Eventually however, his sure choice of route began to falter until finally he stopped and shook his head.
‘From here it’s only my rock sense that’s going to guide us,’ he said. ‘And Dar-volci’s.’
‘And ours,’ said the Alphraan.
‘And yours,’ Andawyr confirmed. He grinned at Dacu. ‘Make sure the marking and the journals are kept well, Goraidin. We’ll need this route well recorded when we get back,’ he said.
Dacu gave him a look of theatrical disdain.
That night, however, the atmosphere in the shelter was subdued, though, ironically, the sense of the awesome weight of the great mountains looming above them was less inside the close confines of the shelter than outside.
‘We could wander about down here forever,’ Tybek said eventually. His tone was unemotional, but he voiced the fear lurking in all of them.

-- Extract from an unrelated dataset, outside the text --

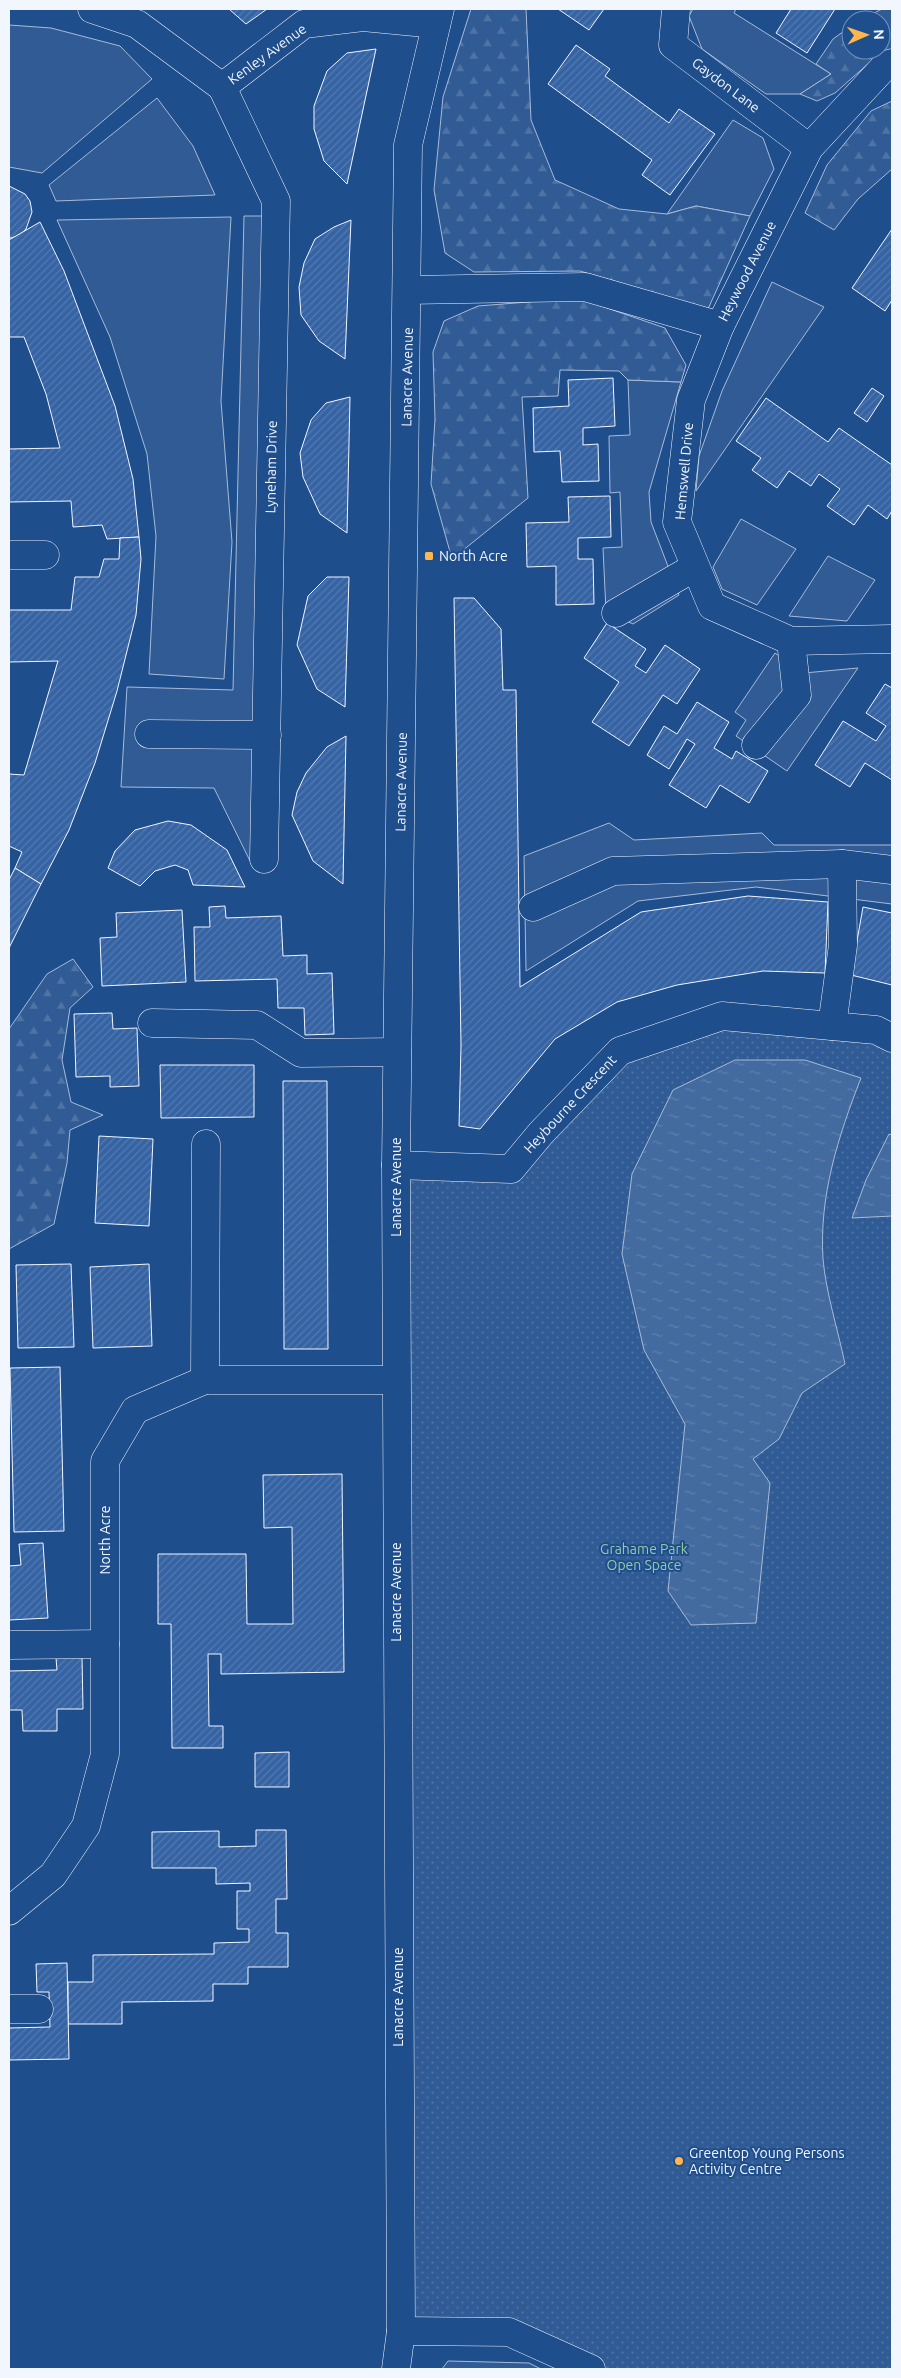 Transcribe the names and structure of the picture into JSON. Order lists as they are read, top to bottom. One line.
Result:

Andawyr looked at him. ‘We walk towards danger whatever path we take,’ he said gently. ‘You know that. It’s been so since we decided on this errand.’ He leaned forward. ‘But understand this, all of you. Whatever fate is waiting for us, it will not be a lonely dying of starva-tion down here. Aside from the Alphraan and Dar here, I’m a Cadwanwr; born to dwell under mountains as easily as above them. I came out of Narsindal, walking exhausted through the endless unlit darkness, through ways I could not possibly know, and afraid to use the Old Power which should have sustained me. And I came through whole. So will you all. We’ve good lights, and supplies to take us well into Narsindal, and if need arises we’ve many other resources between us.’
‘There’s fish,’ Dar-volci interposed, helpfully.